= Your task =
Where the string "linejoin" appears in a line of the material below, copy that line.
Start of Block
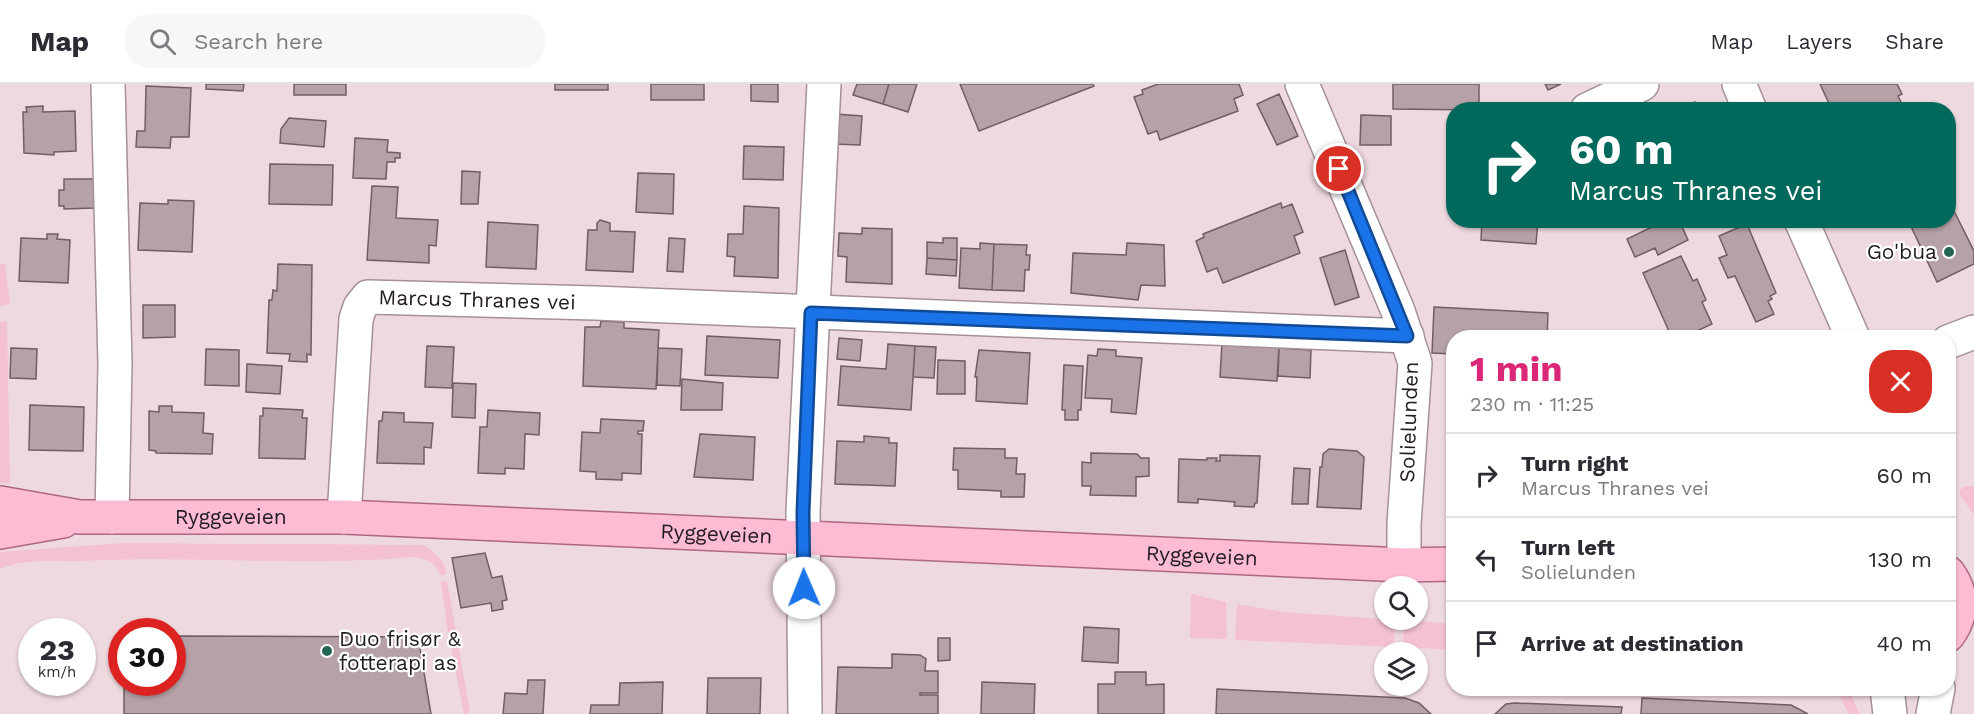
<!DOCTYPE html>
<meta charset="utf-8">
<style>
:root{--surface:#fff;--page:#f7f7f7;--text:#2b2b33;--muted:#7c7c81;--line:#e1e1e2;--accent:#db2777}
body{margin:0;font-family:"Work Sans",sans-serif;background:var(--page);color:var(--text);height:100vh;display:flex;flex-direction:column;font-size:22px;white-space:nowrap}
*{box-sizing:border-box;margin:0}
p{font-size:20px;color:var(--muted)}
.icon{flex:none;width:33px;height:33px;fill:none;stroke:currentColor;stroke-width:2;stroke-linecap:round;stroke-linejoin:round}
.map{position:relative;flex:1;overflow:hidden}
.side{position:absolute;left:1446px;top:246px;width:510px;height:366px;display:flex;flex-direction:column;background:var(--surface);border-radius:24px;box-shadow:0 2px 4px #0004}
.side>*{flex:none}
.banner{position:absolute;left:1446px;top:18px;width:510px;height:126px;border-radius:24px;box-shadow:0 2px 4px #0004;background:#00695c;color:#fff;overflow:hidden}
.tools{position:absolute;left:1374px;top:492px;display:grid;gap:12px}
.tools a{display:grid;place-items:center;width:54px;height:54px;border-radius:50%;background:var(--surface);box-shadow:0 2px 4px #0004;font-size:30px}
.speed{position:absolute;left:18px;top:534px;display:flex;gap:12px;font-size:30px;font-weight:700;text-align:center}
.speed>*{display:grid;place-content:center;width:78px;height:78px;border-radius:50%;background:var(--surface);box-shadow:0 2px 4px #0004;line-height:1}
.speed small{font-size:15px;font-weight:400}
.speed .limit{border:9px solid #d22;background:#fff;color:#111}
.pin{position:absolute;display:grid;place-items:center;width:51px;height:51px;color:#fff;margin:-26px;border:3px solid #fff;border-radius:50%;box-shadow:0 2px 6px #0007}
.me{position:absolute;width:66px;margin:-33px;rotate:359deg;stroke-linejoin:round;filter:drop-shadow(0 0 4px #0008)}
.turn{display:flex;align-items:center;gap:21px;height:126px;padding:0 24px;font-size:27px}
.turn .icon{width:78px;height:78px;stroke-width:2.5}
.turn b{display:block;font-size:42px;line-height:51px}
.round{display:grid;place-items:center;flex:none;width:63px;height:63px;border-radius:24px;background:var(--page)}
.headline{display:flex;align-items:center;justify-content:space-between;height:102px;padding:0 24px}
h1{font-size:36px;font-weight:700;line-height:45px;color:var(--accent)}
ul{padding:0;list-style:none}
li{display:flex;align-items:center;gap:18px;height:84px;padding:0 24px;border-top:2px solid var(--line)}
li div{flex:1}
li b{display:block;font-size:22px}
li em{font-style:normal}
header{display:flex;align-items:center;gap:36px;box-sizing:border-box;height:84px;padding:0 30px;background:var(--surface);border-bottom:2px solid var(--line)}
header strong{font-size:28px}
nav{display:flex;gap:33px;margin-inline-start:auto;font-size:21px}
.search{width:420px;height:54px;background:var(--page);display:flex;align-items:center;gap:15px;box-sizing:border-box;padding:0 21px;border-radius:24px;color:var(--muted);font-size:22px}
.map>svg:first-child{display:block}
.green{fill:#f3c1d1}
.building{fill:#b5a1a7;stroke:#705e64;stroke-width:1.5}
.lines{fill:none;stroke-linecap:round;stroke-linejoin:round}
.minor-casing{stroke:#a49096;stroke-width:36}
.major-casing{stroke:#af6782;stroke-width:36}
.minor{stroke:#fff;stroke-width:33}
.major{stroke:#fdbcd4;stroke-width:33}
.route-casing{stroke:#114b97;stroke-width:15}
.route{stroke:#1a73e8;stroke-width:10}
.poi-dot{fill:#236554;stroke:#fff;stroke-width:2}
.labels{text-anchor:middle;stroke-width:4.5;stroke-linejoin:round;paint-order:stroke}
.poi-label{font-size:21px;fill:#231c1e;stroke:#fff;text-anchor:end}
.street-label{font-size:21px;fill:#231c1e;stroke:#fff}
</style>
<header>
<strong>Map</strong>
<div class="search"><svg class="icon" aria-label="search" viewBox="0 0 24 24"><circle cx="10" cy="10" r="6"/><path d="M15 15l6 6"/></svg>Search here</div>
<nav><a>Map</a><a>Layers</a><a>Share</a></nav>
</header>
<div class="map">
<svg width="1974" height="630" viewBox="0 0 1974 630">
<rect width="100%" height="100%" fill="#eed9df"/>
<path class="green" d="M0,180h5l5,40 -10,2z
M7,237l3,163 -10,-2v-160z
M1965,402h9v29l-14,-20v-5z
M123,459l302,2c9,8 22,17 21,29l-5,2c-6,-13 -13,-17 -27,-19 -110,10 -222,-2 -333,4 -27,1 -56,-3 -81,8v-17z
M447,497l23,131 -6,2 -16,-82 -7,-50z
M1191,510l35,8 1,37 -37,-1z
M1237,520l47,8 112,8 -3,27 -158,-7z
M1405,536l48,4v26l-51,-3z
M1836,605h13l10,25h-10z"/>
<path class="building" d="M206,0h38l-1,7 -37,-2z
M294,0h52v11h-52z
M555,0h53v6h-53z
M651,0h53v16h-53z
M751,0h27v18l-27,-1z
M857,0h32l-6,20 -30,-9z
M889,0h28l-9,28 -25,-8z
M960,0h133l1,2 -115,45z
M1158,0h81l4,11 -9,4 4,12 -78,29 -3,-9 -9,3 -14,-37 9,-3 -1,-4z
M1393,0h86v26l-86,-1z
M1545,0h16l-13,6z
M1820,0h77l5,10 -4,2 7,14h-73z
M146,2l45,2 -2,49h-18l-1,11 -34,-1 1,-16h8z
M1279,10l19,42 -21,9 -20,-41z
M1695,18l3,8h-21z
M43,22v6l32,-1 1,40 -22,1v3l-30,-2 -1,-41h4l-1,-5z
M835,30l27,2 -2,29 -27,-1z
M1361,31l30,1v29h-31z
M289,34l37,3 -2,26 -44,-4 1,-14z
M355,54l33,2 -1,12 13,1v5h-5v4h-8l-1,17 -33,-1z
M744,62l40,1 -1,33 -40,-1z
M270,80l63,1 -1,40 -63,-1z
M462,87l18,1 -2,32h-17z
M638,89l36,1 -1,40 -37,-2z
M64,95h30v29l-30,1v-3h-5v-16h5z
M372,102l26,1 -2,31 42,2 -2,26 -7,-1v18l-62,-3z
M1948,115l26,52v13l-37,18 -29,-62h40z
M168,116l26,1 -2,51 -54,-2 2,-47 28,1z
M1281,119l1,5 10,-4 11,28 -9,4 6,17 -77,30 -6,-15 -10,4 -11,-31 8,-4 -1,-3z
M744,122l35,2 -1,70 -44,-2 1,-19 -8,-1 1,-22h15z
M600,136l10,3v8l25,1 -2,40 -47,-2 2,-40h9v-7z
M1482,136h56l-2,24 -55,-4z
M1666,136h13l9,20 -30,15 -3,-7 -20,9 -8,-18z
M488,138l50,3 -2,44 -50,-2z
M1747,140l29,69 -6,3 2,3 -4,2 6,13 -18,8 -21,-46 -7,2 -9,-20 8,-3 -8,-19z
M862,144l30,1v55l-46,-2 1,-25 -9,-1 1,-23 23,1z
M47,150h11l-1,5 13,1 -2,43 -49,-2 2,-43 26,1z
M669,154l16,1 -2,33 -16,-1z
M943,154h14v22l-30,-2v-16l16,1z
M980,159l14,1 -2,46 -33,-2 2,-40 19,1z
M1127,159l37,2 1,41 -24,-1 -3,15 -67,-7 2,-40 53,2z
M994,160l33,1 -1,10h4l-1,15h-4l-1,21 -32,-1z
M1345,166l14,47 -24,8 -15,-47z
M1681,172l12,25 4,-2 9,21 -4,2 10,22 -30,14h-10l-29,-65z
M927,174l30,2 -1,16 -30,-2z
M278,180l34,1 -1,90 -4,-1v8l-18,-1 1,-7 -23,-1 2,-53h3l1,-10 4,1z
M143,221h32v32l-32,1z
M1434,223l114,6 -1,25h-93v16l-22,-1z
M601,237l23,1v6l35,2 -3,59 -73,-3 2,-59h15z
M1815,248l3,6h-16z
M707,252l73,4 -2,38 -73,-3z
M839,254l23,2 -2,21 -23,-2z
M1222,259l57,2 -2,36 -57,-4z
M888,260l27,2 -4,64 -73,-5 3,-39 45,3z
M427,262l27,1 -2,41 -27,-1z
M915,262l21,1 -2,31 -21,-1z
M11,264l26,1 -1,30 -26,-1z
M658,264l24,1 -2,37 -23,-1z
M1279,264l32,2 -1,28 -32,-2z
M206,265l33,1v36l-34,-1z
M1098,265l18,1v6l26,2 -6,56 -25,-2 1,-13 -27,-1 3,-43 9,1z
M979,266l51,3 -3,51 -51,-3 1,-24h-2z
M938,276l27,1v33h-28z
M247,280l35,2 -2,28 -34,-2z
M1064,281l19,1 -2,44h-3v10h-13v-10h-3z
M682,295l41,4 -1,27h-41z
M453,299l23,1 -1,34 -23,-1z
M30,321l54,2 -1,44 -54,-1z
M159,322h13v6l32,1 -1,20 10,1 -1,20 -56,-1v-2l-7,-1v-39l10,1z
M263,324l40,2 -1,8h5l-2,41 -46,-1 1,-42h3z
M488,326l52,3 -1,22 -14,-1 -1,35 -19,-1v6l-27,-1 2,-46h7z
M383,328l21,1v9l29,1 -2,25 -7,-1v17l-47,-1 2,-42h3z
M601,335l43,2 -1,10h-5v3h4l-1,40 -19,-1v7l-26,-1v-7l-16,-1 2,-39 18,1z
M700,350l55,3 -2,43 -59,-3z
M864,352l25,2v5h8l-2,43 -60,-2 2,-43 27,1z
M954,364l51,1v9h12l-1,16h9l-1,23h-23v-6l-43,-2v-19h-5z
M1329,365l28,2 7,6 -3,52 -44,-2 3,-40h2l1,-13z
M1091,369l46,1 4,4h8v18l-13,1v19l-46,-1 1,-9h-9v-24l9,1z
M1220,371l40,1 -3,47h-2l-1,4 -20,-1 1,-4 -37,-3v4l-20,-1 1,-43 28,1v-2h10l-1,3h4z
M1294,384l16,1 -2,35h-16z
M485,469l7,25 10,-2 5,24 -5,1 1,8 -11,2 -1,-8 -30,5 -9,-50z
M1084,543l35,2 -1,34 -36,-2z
M172,552l246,1 13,77h-307v-32h48z
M938,554h12v22l-12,1z
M892,570l28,1 6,4 -1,12h13v22h-18v2h18v19h-102l2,-47 54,1z
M1115,588h31v13l18,-1v30h-66v-30h17z
M708,594h53l-1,36h-53z
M528,596h17l-2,34h-40l2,-21 22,1z
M663,598l-1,32h-72l1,-9h28l1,-22z
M982,598l53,2 -1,30h-53z
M1217,605l188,9 14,5 12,11h-215z
M1642,614l149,7 17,9h-167z
M1515,619l107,4 -1,7h-126l11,-10z"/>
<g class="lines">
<defs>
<g id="minor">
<path d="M108,0l7,280 -3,153"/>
<path d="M1302,0l96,227 17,52 -11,161v41"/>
<path d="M1739,0l11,26"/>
<path d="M1587,26l55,-26"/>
<path d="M1801,136l52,118"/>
<path d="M1948,258l26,-10"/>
<path id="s1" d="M344,433l12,-198 4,-12 8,-10 227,6 812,33"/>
<path d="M1887,604l3,26"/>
<path d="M805,630l-2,-202 21,-428"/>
<path d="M1933,630l5,-26"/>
</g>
<g id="major">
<path id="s2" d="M0,419l80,14h264l1060,48 50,-1"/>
<path d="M0,448l63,-11"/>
<path d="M1948,489c15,20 15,42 0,62"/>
</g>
</defs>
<use href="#minor" class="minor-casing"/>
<use href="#major" class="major-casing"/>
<use href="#minor" class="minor"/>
<use href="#major" class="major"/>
</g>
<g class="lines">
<defs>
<path id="route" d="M804,504l-1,-76 8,-199 596,23 -68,-167"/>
</defs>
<use href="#route" class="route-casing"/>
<use href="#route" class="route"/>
</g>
<g class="poi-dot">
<circle cx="1949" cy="168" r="6"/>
<circle cx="327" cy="567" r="6"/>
</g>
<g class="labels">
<g class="poi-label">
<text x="1937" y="175">Go'bua</text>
<text x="339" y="562" text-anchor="start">Duo frisør &amp;<tspan x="339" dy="24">fotterapi as</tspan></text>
</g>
<g class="street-label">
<text dy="7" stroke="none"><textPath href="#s1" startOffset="333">Marcus Thranes vei</textPath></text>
<text transform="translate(1409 338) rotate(-88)" y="7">Solielunden</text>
<text dy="7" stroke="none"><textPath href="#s2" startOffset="232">Ryggeveien</textPath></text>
<text dy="7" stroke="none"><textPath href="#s2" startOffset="718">Ryggeveien</textPath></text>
<text dy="7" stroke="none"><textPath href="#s2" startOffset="1204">Ryggeveien</textPath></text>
</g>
</g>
</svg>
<div class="tools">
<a><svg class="icon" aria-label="search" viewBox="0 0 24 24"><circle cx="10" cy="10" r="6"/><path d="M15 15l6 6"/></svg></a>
<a><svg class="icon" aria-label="layers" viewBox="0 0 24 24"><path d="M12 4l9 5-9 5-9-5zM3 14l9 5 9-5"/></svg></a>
</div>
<div class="speed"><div>23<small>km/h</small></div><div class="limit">30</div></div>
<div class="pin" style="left:1339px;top:85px;background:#d93025"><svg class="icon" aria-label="arrive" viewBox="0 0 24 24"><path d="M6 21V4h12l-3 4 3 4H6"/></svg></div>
<svg class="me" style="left:804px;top:504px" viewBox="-20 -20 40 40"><circle r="19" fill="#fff"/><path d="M0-13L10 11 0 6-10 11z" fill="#1a73e8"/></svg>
<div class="banner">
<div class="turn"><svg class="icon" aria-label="right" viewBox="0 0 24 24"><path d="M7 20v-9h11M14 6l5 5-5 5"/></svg><div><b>60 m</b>Marcus Thranes vei</div></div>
</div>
<section class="side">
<div class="headline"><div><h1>1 min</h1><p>230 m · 11:25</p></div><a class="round" style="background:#d93025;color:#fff"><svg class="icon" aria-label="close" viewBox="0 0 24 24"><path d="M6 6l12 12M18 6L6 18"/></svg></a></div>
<ul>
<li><svg class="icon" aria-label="right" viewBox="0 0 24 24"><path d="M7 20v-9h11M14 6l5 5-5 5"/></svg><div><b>Turn right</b><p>Marcus Thranes vei</p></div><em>60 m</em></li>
<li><svg class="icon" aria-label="left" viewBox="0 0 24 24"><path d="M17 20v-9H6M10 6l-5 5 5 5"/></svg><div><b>Turn left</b><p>Solielunden</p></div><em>130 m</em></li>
<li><svg class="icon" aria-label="arrive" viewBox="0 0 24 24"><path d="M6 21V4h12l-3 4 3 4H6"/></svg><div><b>Arrive at destination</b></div><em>40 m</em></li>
</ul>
</section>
</div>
End of Block
= Exercise result =
.icon{flex:none;width:33px;height:33px;fill:none;stroke:currentColor;stroke-width:2;stroke-linecap:round;stroke-linejoin:round}
.me{position:absolute;width:66px;margin:-33px;rotate:359deg;stroke-linejoin:round;filter:drop-shadow(0 0 4px #0008)}
.lines{fill:none;stroke-linecap:round;stroke-linejoin:round}
.labels{text-anchor:middle;stroke-width:4.5;stroke-linejoin:round;paint-order:stroke}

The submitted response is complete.